— What you have to do —
Below this task are records; return each one exactly and omit its images.
◇ ◇ ◇ ◇ ◇ ◇ ◇
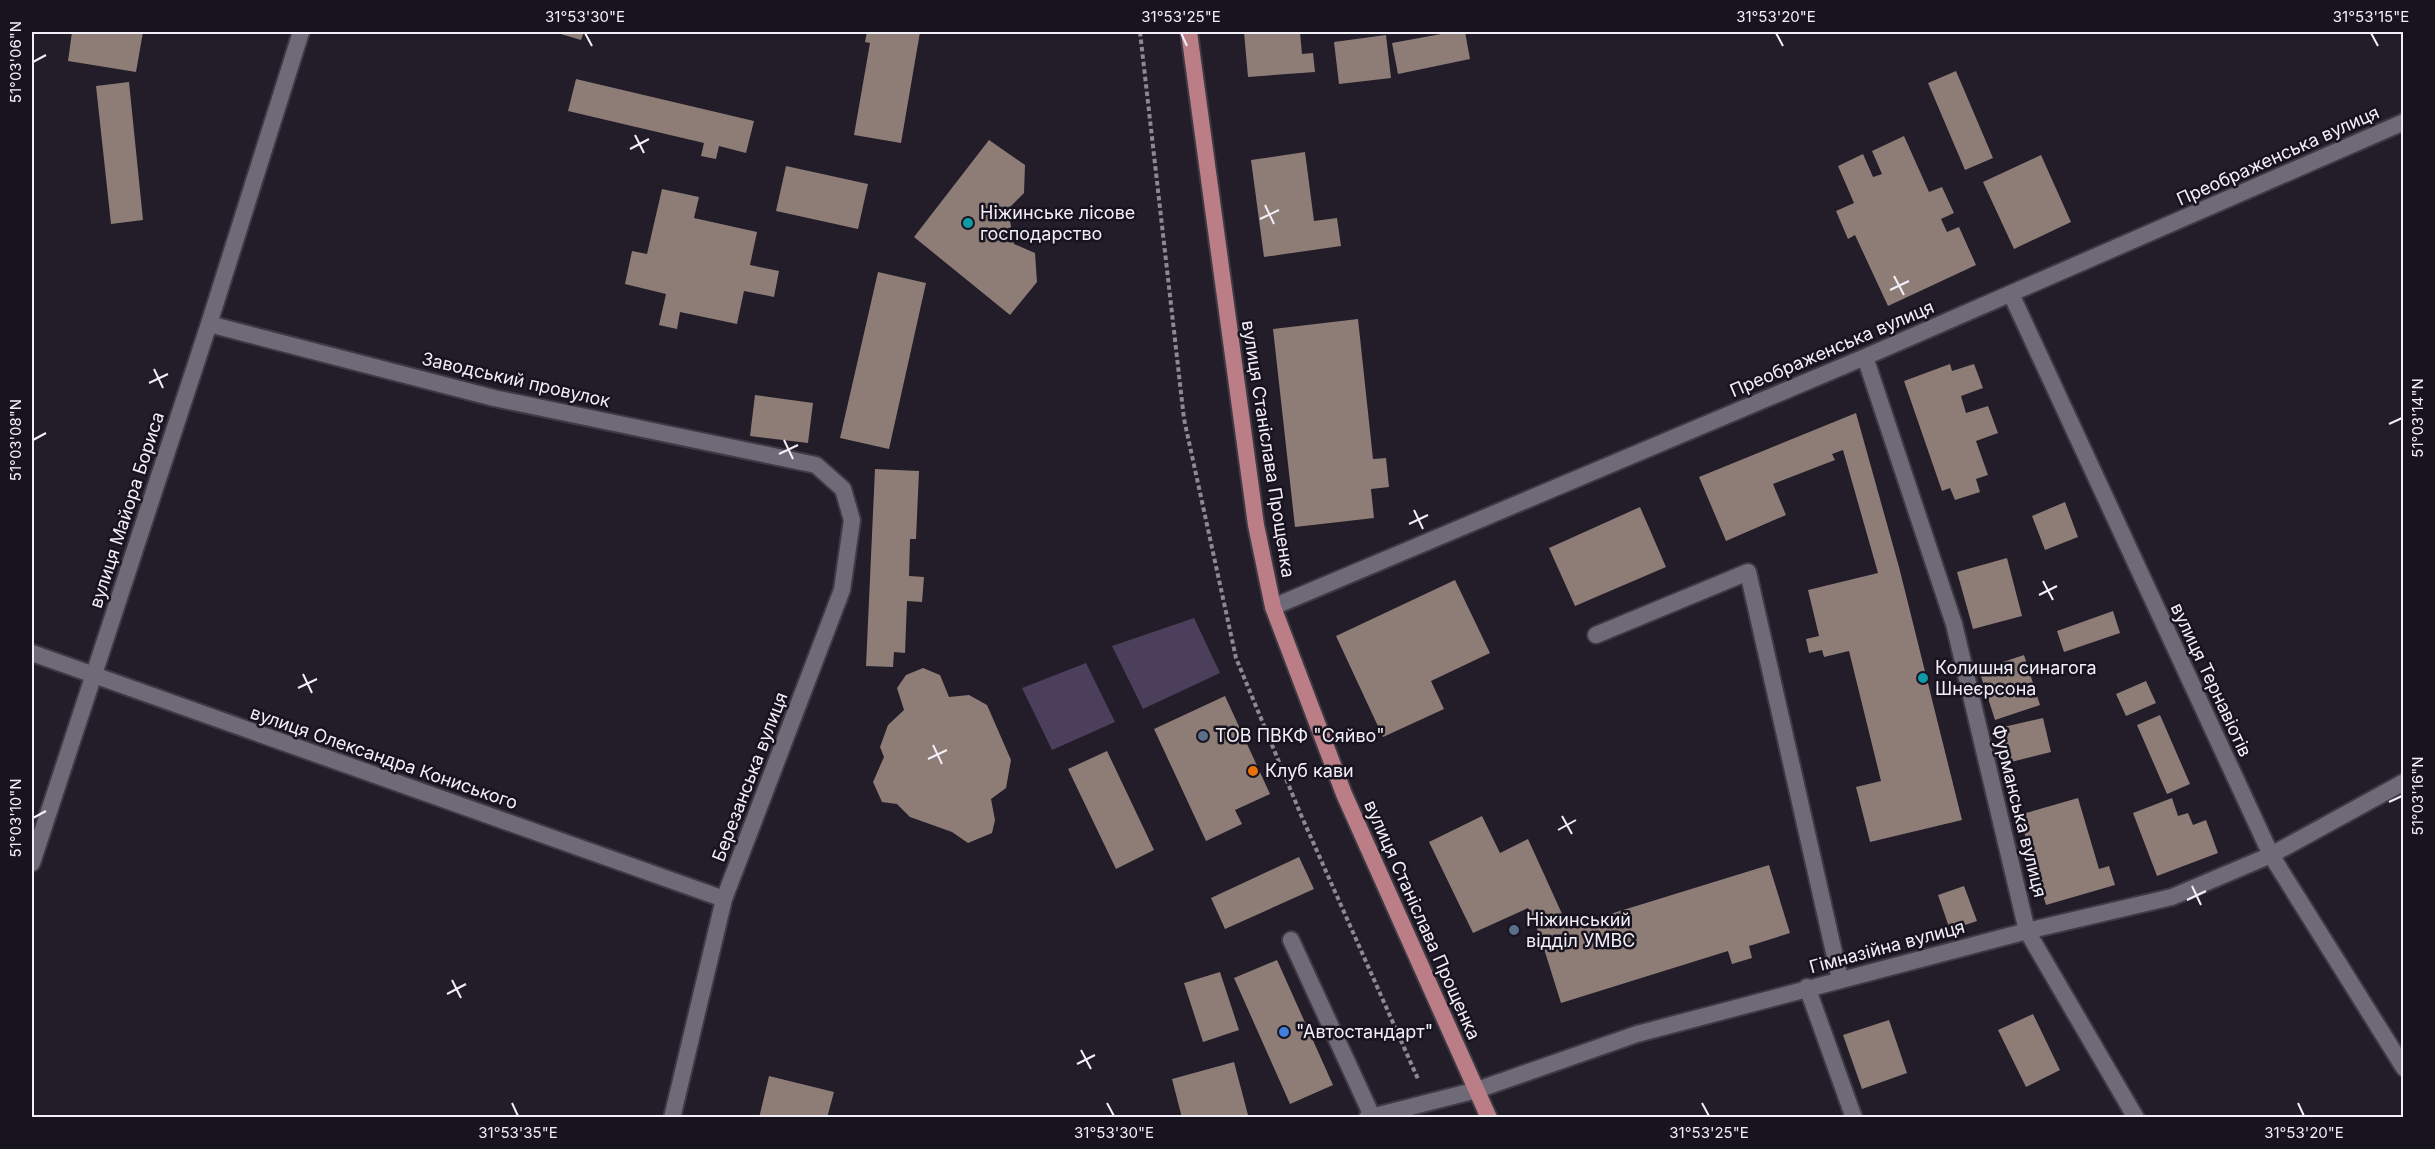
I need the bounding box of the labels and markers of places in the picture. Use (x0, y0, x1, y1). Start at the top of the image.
place label: Ніжинське лісове господарство (980, 202, 1135, 244)
marker: Ніжинське лісове господарство (961, 216, 975, 230)
place label: Колишня синагога Шнеєрсона (1935, 657, 2097, 699)
marker: Колишня синагога Шнеєрсона (1916, 671, 1930, 685)
place label: ТОВ ПВКФ "Сяйво" (1215, 725, 1385, 746)
marker: ТОВ ПВКФ "Сяйво" (1196, 729, 1210, 743)
place label: Клуб кави (1265, 760, 1354, 781)
marker: Клуб кави (1246, 764, 1260, 778)
place label: Ніжинський відділ УМВС (1526, 909, 1635, 951)
marker: Ніжинський відділ УМВС (1507, 923, 1521, 937)
place label: "Автостандарт" (1296, 1021, 1433, 1042)
marker: "Автостандарт" (1277, 1025, 1291, 1039)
◇ ◇ ◇ ◇ ◇ ◇ ◇
— Answer box —
I need the bounding box of the labels and markers of places in the picture. Use (x0, y0, x1, y1). Start at the top of the image.
place label: Ніжинське лісове господарство (980, 202, 1135, 244)
marker: Ніжинське лісове господарство (961, 216, 975, 230)
place label: Колишня синагога Шнеєрсона (1935, 657, 2097, 699)
marker: Колишня синагога Шнеєрсона (1916, 671, 1930, 685)
place label: ТОВ ПВКФ "Сяйво" (1215, 725, 1385, 746)
marker: ТОВ ПВКФ "Сяйво" (1196, 729, 1210, 743)
place label: Клуб кави (1265, 760, 1354, 781)
marker: Клуб кави (1246, 764, 1260, 778)
place label: Ніжинський відділ УМВС (1526, 909, 1635, 951)
marker: Ніжинський відділ УМВС (1507, 923, 1521, 937)
place label: "Автостандарт" (1296, 1021, 1433, 1042)
marker: "Автостандарт" (1277, 1025, 1291, 1039)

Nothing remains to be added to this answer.